According to the change of energy in the above-mentioned falling situation, in order to keep the inner packaging well protected, multiple impacts should be avoided, so that the cushioning packaging liner can absorb as much energy as possible when impacted. Therefore, we can increase \({\varvec{E}}_{1}\) with increasing rigidity K, so as to reduce the impact energy transmitted to the inner packaging. According to the formula (7) when the size of the air column bag is constant, the initial inflation pressure \({\varvec{p}}_{0}\) can be increased to achieve the purpose; but the rigidity \({\varvec{K}}\) is increased. It will also lead to an increase in the energy of the subsequent rebound action, so the appropriate initial inflation pressure should be selected to achieve the best cushioning protection effect. At the same time, according to the analysis of the rigidity theory, we can think that when the size of the package is fixed, the initial inflation pressure is the biggest factor affecting the performance of the cylindrical inflation cushion, so the follow-up research is carried out with this variable.
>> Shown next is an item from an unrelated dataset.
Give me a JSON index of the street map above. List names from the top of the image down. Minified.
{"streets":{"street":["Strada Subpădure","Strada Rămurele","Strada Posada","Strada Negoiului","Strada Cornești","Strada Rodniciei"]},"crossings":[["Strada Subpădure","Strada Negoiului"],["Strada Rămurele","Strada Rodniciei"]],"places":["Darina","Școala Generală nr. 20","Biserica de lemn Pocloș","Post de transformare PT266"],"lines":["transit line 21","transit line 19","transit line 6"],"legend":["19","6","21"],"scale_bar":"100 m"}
3 Simulation experiment and analysis of air column bag packaging

3.1 Finite element model establishments and simulation parameter setting

3.1.1 Establishment of the finite element model

3.1.1.1 The establishment of energy-saving lamp model

In this paper, the three-dimensional modeling software UG-NX was used to establish the model. The model of the energy-saving lamp was E27, which was composed of a lamp cap, spiral lamp tube, connecting part I, connecting part II and internal chip. Considering the problem of the simulation operation time, the structure of the energy-saving lamp was simplified as follows: replaced the internal chip with a regular body of the same quality; ignored partial fillets.
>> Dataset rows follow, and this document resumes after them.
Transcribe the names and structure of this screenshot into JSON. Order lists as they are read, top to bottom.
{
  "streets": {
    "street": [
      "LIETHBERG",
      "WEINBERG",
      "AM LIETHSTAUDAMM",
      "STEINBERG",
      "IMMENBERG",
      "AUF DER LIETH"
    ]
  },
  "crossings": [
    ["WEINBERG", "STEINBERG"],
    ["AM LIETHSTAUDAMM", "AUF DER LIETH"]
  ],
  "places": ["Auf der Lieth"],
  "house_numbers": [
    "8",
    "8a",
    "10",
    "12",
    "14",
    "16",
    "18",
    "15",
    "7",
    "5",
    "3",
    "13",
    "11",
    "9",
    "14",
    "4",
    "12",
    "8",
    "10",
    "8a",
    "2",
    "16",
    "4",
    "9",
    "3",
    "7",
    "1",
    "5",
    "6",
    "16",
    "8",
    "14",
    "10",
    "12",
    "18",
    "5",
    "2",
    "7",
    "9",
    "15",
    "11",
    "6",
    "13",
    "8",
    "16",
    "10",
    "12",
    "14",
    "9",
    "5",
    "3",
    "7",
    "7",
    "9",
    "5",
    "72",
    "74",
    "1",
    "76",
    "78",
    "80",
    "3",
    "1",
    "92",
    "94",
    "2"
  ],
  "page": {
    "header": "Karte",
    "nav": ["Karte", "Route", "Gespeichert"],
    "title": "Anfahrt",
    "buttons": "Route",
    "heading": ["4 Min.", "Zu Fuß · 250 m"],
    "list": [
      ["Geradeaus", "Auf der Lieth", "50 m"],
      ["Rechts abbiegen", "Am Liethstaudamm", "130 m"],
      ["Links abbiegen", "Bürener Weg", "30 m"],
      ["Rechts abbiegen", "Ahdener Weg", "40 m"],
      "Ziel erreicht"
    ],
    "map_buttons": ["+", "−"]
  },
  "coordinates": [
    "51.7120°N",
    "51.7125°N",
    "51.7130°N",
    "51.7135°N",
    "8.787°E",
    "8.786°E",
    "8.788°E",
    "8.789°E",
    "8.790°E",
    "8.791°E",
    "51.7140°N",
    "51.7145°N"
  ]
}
3.1.1.2 The establishment of air column bag model

According to the specific size of the energy-saving lamp, the number of gas columns of the inflatable buffer pad is 12. The film thickness is 55 microns and the width of a single gas column is 3 cm. Ignoring the sealing part between each gas column, 12 closely connected columns are established; At the same time, due to better airtightness of the cylindrical inflatable buffer liner, the check valve structure is simplified form a sealed shell.

The combined finite element model was shown in Fig. 3.

Fig. 3

Geometric model diagram of spiral energy-saving lamp package

3.1.2 Simulation material parameters, grid division, contact mode, and inflation pressure

Each part of the E27 energy-saving lamp is mainly made of PBT, aluminum, and lead-free glass. The material of the air column bag liner is PE/PA co-extrusion composite film. The film material is the Hyperplastic model in ANSYS Workbench. The stress–strain curve of the film material was obtained from the previous film tensile test, as shown in Fig. 4, which will be used as an important parameter of the film simulation material. See Table 1 for specific material parameter settings.

Fig. 4

PE/PA stress–strain curve

Table 1 Material parameters

After repeating attempts. “Body sizing” was selected to mesh the model. A total of 20,000 meshes and 8894 nodes were divided. The grid division is shown in Fig. 5. The contact mode of each part was set as bonded, and the contact between the falling process and the rigid surface was set as no friction.

Fig. 5

Meshing diagram

Four gradients of 20 kPa, 30 kPa, 40 kPa, and 50 kPa are set according to the previous test of a pressure bearing range of air column bag liner. The gas–solid coupling principle of the pressure vessel is used to set the initial inflation pressure value. Specifically, set the pressure value from inside to outside by the pressure in ANSYS Workbench.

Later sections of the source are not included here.